Fashion in World War I: May 1918

A cellar fitted out as an air-raid shelter by Poiret's Maison Martine

Issue 177 of Les Modes, published in May 1918, revealed both the difficulties of life in wartime Paris, and the ways that some entrepreneurs found new business opportunities. It is also remarkable frank about the social divisions between the classses, and even between neighbours, always present but heightened by war conditions. A lengthy article, ‘LES PARISIENNES SOUS LES BOMBARDEMENTS EN 1918’, detailed the effects of bombardment from both ‘Gotha’ planes and the German super-long range cannon, firing from up to 100km away. This new weapon (called ‘Big Bertha’) created a tactical advantage, as it could bypass Parisian air-raid defences. It was also a form of psychological warfare, as the shells arrived without warning out of an empty sky. The initial effect of the bombing campaigns was a mass exodus from Paris, with up to 20% of the population leaving the city in March. However as the bombardment continued, city life resumed, at least until the clear moonlit nights favourable for air raids. The basements under Parisian apartment buildings were turned into air-raid shelters, and wealthy women who had maintained a lofty ignorance of these utilitarian spaces started boasting about them:

Why, my dear, our cellar isn’t the horrible little hole that I always thought it was! It’s a darling little cellar…the construction is modern, there’s electric lighting in all the corridors, and there’s enough space for me to have a little two-room flatlet. I’ve furnished it so that it looks charming, with a couple of rugs,  easy chairs, a chaise-longue, and a table – it’s lovely, I assure you!

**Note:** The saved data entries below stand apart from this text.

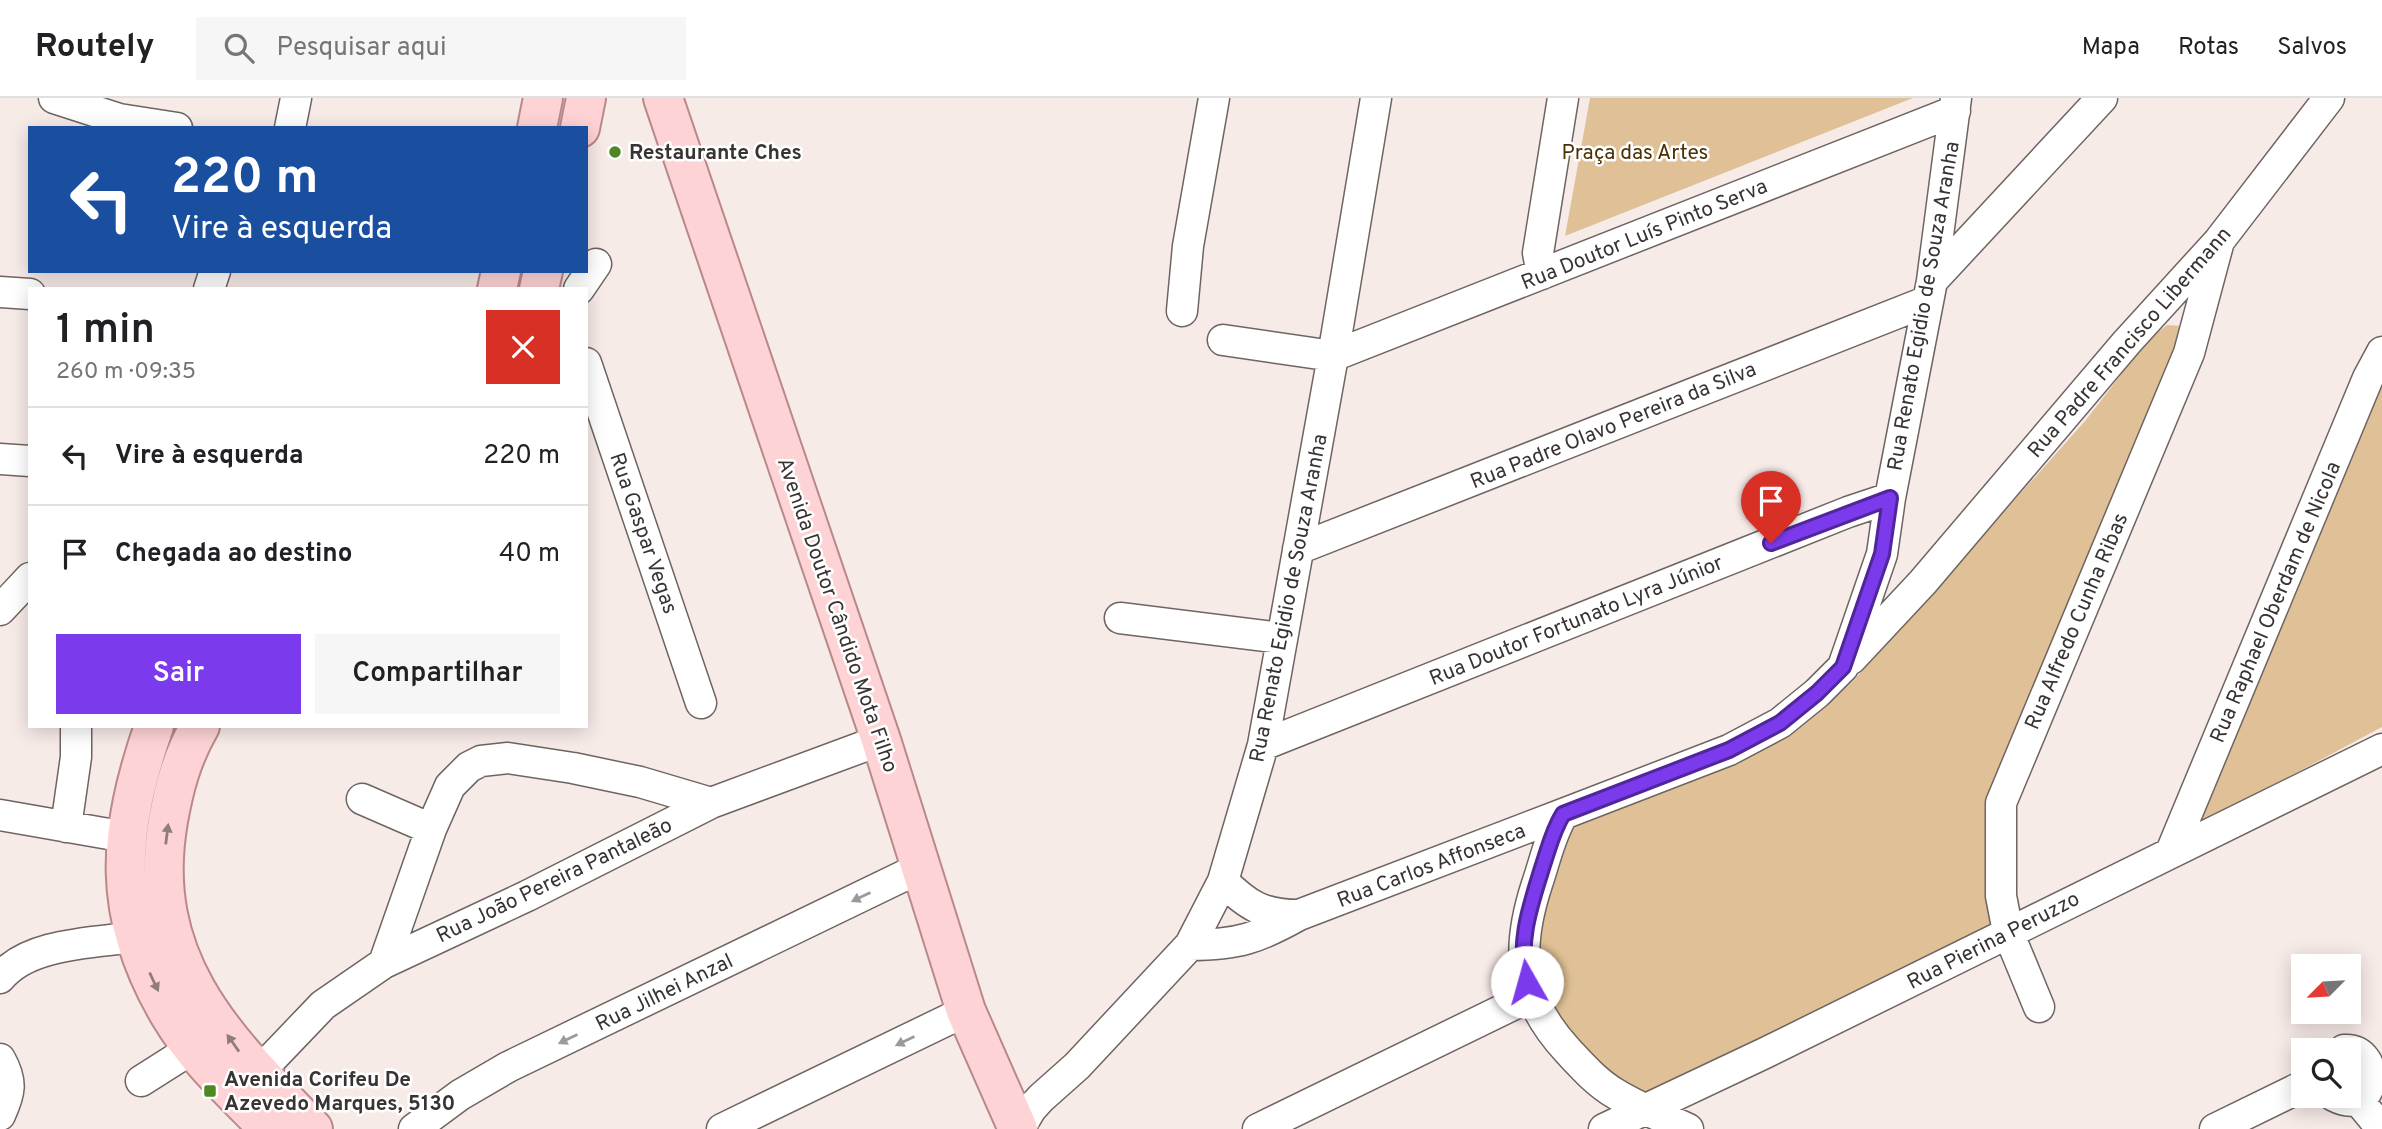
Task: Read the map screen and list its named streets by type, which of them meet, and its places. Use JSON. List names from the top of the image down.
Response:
{
  "streets": {
    "main road": ["Avenida Doutor Cândido Mota Filho"],
    "street": [
      "Rua Doutor Luís Pinto Serva",
      "Rua Renato Egidio de Souza Aranha",
      "Rua Padre Francisco Libermann",
      "Rua Padre Olavo Pereira da Silva",
      "Rua Gaspar Vegas",
      "Rua Raphael Oberdam de Nicola",
      "Rua Doutor Fortunato Lyra Júnior",
      "Rua Alfredo Cunha Ribas",
      "Rua Carlos Affonseca",
      "Rua João Pereira Pantaleão",
      "Rua Pierina Peruzzo",
      "Rua Jilhei Anzal"
    ]
  },
  "crossings": [
    ["Rua Doutor Luís Pinto Serva", "Rua Renato Egidio de Souza Aranha"],
    ["Rua Renato Egidio de Souza Aranha", "Rua Padre Francisco Libermann"],
    ["Rua Renato Egidio de Souza Aranha", "Rua Padre Olavo Pereira da Silva"],
    ["Rua Renato Egidio de Souza Aranha", "Avenida Doutor Cândido Mota Filho"],
    ["Rua Renato Egidio de Souza Aranha", "Rua Doutor Fortunato Lyra Júnior"],
    ["Rua Renato Egidio de Souza Aranha", "Rua Carlos Affonseca"],
    ["Rua Padre Francisco Libermann", "Rua Alfredo Cunha Ribas"],
    ["Rua Raphael Oberdam de Nicola", "Rua Pierina Peruzzo"],
    ["Avenida Doutor Cândido Mota Filho", "Rua João Pereira Pantaleão"],
    ["Avenida Doutor Cândido Mota Filho", "Rua Jilhei Anzal"],
    ["Rua Alfredo Cunha Ribas", "Rua Pierina Peruzzo"]
  ],
  "parks": ["Praça das Artes"],
  "places": {
    "other": ["Restaurante Ches"],
    "transit": ["Avenida Corifeu De Azevedo Marques, 5130"]
  },
  "north": "bottom left",
  "page": {
    "header": "Routely",
    "search": "Pesquisar aqui",
    "nav": ["Mapa", "Rotas", "Salvos"],
    "turn": ["220 m", "Vire à esquerda"],
    "heading": ["1 min", "260 m · 09:35"],
    "list": [
      {
        "name": "Vire à esquerda",
        "value": "220 m"
      },
      {
        "name": "Chegada ao destino",
        "value": "40 m"
      }
    ],
    "buttons": ["Sair", "Compartilhar"]
  }
}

Design firms such as Poiret’s Maison Martine saw a new opportunity, and offered decorative schemes for cellars, with fashionable but small-scale daybeds, chairs and tables, plus electric lamps so the occupants could distract themselves by reading or playing cards.

To be fully prepared for air-raids, it was not enough to have a furnished room to go to – there was also the weighty matter of what to put on when the sirens sounded. As the writer ‘Nite’ pointed out, ‘A thick dressing-gown … would do in front of your husband! But down below there are other women; nothing escapes their sharp eyes, which sum you up from head to toe – and after the all-clear sounds, their even sharper tongues’.  Moreover:

There are few women lucky enough to have fine golden locks that fall naturally to frame a naturally pink complexion  Most heads of hair, and most complexions, are not seen at their best in such circumstances. Once their natural bloom has faded, it takes time to get it back. But the air-raid sirens are chasing you underground … How can you spend time on your make-up in such conditions?

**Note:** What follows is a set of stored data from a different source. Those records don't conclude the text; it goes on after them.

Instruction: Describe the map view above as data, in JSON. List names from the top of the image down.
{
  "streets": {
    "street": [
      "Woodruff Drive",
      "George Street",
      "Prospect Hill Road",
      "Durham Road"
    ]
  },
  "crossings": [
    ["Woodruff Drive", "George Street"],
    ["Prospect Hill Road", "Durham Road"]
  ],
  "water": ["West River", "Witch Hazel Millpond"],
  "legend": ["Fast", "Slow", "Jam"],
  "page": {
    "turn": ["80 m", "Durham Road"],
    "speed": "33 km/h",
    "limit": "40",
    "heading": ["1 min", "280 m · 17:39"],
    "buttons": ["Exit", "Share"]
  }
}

Fortunately, a solution to both these problems was at hand – the ‘Cape pour la cave’, invented by Marthe Gautier. This was a loose garment with a hood covering the neck and hair, framing the face with a flattering white band, and loose sleeves to show off dainty wrists. The interest of this article lies not so much in the proposed solution as in the problem itself, that of looking good without the help of elaborate skincare and hair styling rituals.

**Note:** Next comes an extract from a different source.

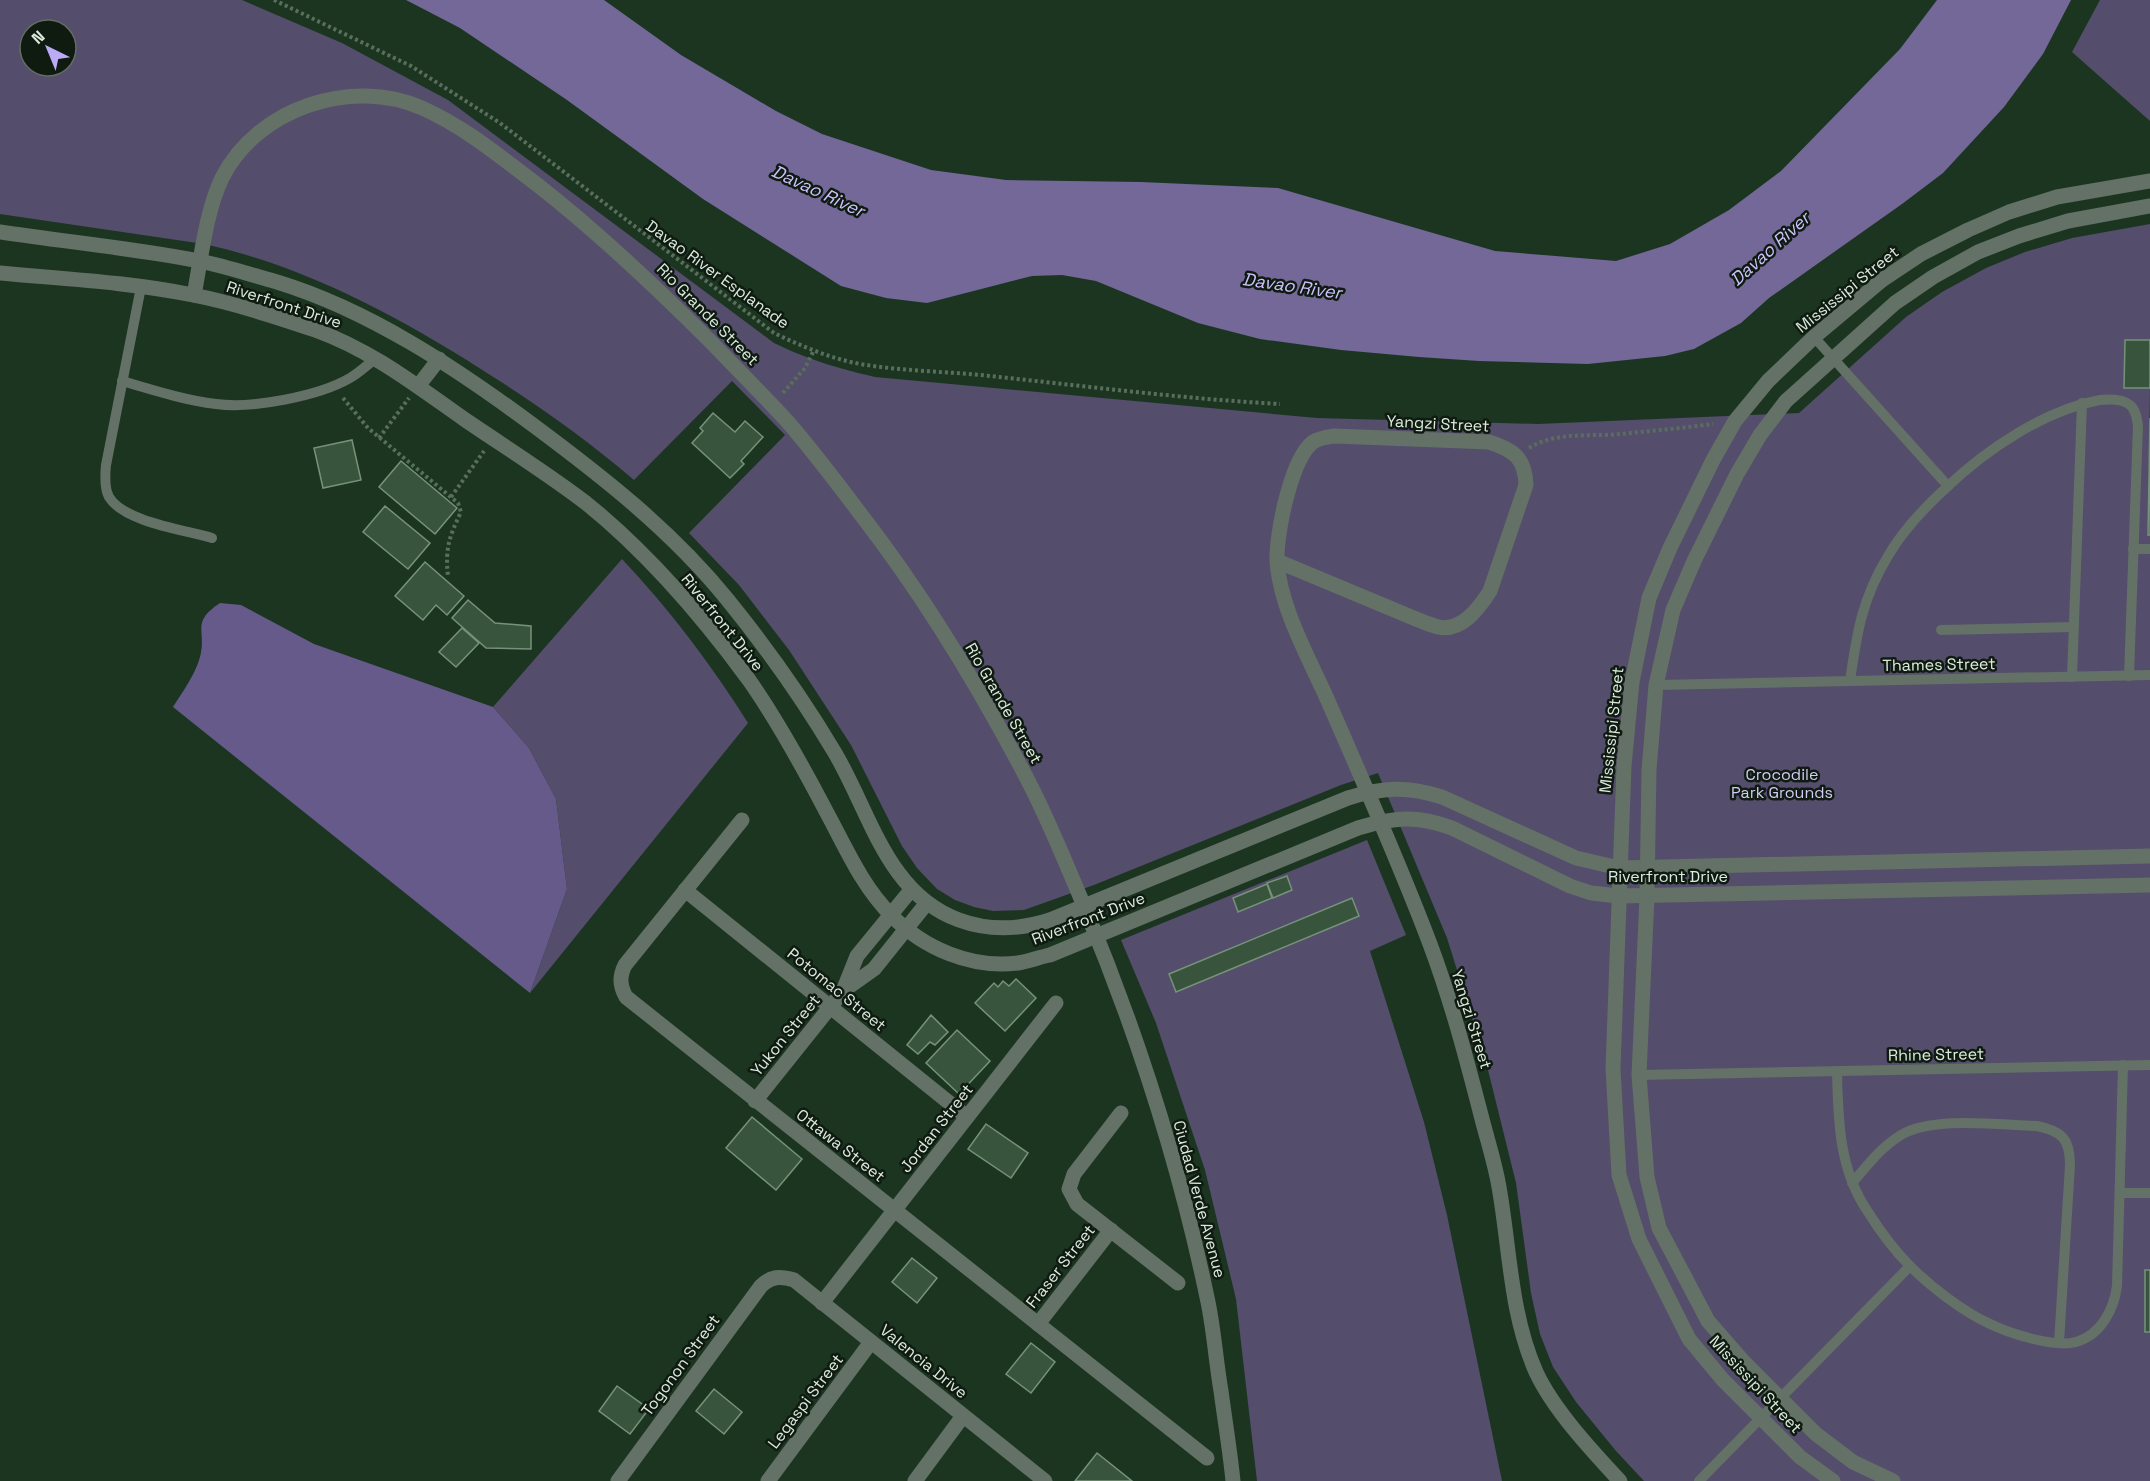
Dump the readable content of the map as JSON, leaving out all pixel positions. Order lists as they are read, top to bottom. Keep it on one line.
{"streets":{"street":["Mississipi Street","Riverfront Drive","Rio Grande Street","Yangzi Street","Potomac Street","Yukon Street","Jordan Street","Ottawa Street","Ciudad Verde Avenue","Fraser Street","Valencia Drive","Togonon Street","Legaspi Street"],"lane":["Thames Street","Rhine Street"],"path":["Davao River Esplanade"]},"crossings":[["Mississipi Street","Riverfront Drive"],["Mississipi Street","Thames Street"],["Mississipi Street","Rhine Street"],["Riverfront Drive","Rio Grande Street"],["Riverfront Drive","Yangzi Street"],["Riverfront Drive","Yukon Street"],["Riverfront Drive","Ciudad Verde Avenue"],["Rio Grande Street","Ciudad Verde Avenue"],["Potomac Street","Yukon Street"],["Potomac Street","Jordan Street"],["Potomac Street","Ottawa Street"],["Yukon Street","Ottawa Street"],["Jordan Street","Ottawa Street"],["Jordan Street","Valencia Drive"],["Ottawa Street","Fraser Street"],["Valencia Drive","Togonon Street"],["Valencia Drive","Legaspi Street"]],"water":["Davao River"],"parks":["Crocodile Park Grounds"],"north":"top left"}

The fashion article in this number of Les Modes gave an update on the luxury tax discussed in the previous issue. Their fashion writer, Sybil de Lancy, complained bitterly at the depressing effect of this tax on the fashion trades, coming just when fashionable women were trying to update their wardrobes for summer. Some of her points read like a foretaste of current arguments for luxury consumption as a form of sustainable practice:

… the length of time that items last changes their value to the consumer. Imagine a woman who was rational enough to wear the same tailored costume for two or three seasons, sacrificing her engagement with fashion. For this to work  the outfit is made of good quality fabric and well cut, and therefore a luxury item, and taxed as such, even though it was more economical than one that only lasts a single season

However her main conclusion is one that reveals the hollowness of French government rhetoric about the ‘Union parfaite’ of citizens from all levels of society pulling together to fight a common enemy. In de Lancy’s view, upper-class women have already given up many of their privileges to the war effort, and anything that threatens to erode them further should be strongly resisted. Instead of taxing couture clothes as luxuries, the state should recognise them as necessary accoutrements of elite status:

Items that are luxuries for a lower middle-class woman are not for a titled lady, whose  social position requires a higher level of expenditure. Therefore, if both women need something and buy the same version of it, for the less well-off the purchase will be a ‘luxury item’ and will be subject to tax. For the rich woman, the same item will be more economical than those she normally buys – yet it will be taxed as a ‘luxury’ since the price is the same. Is this a fair application of taxation?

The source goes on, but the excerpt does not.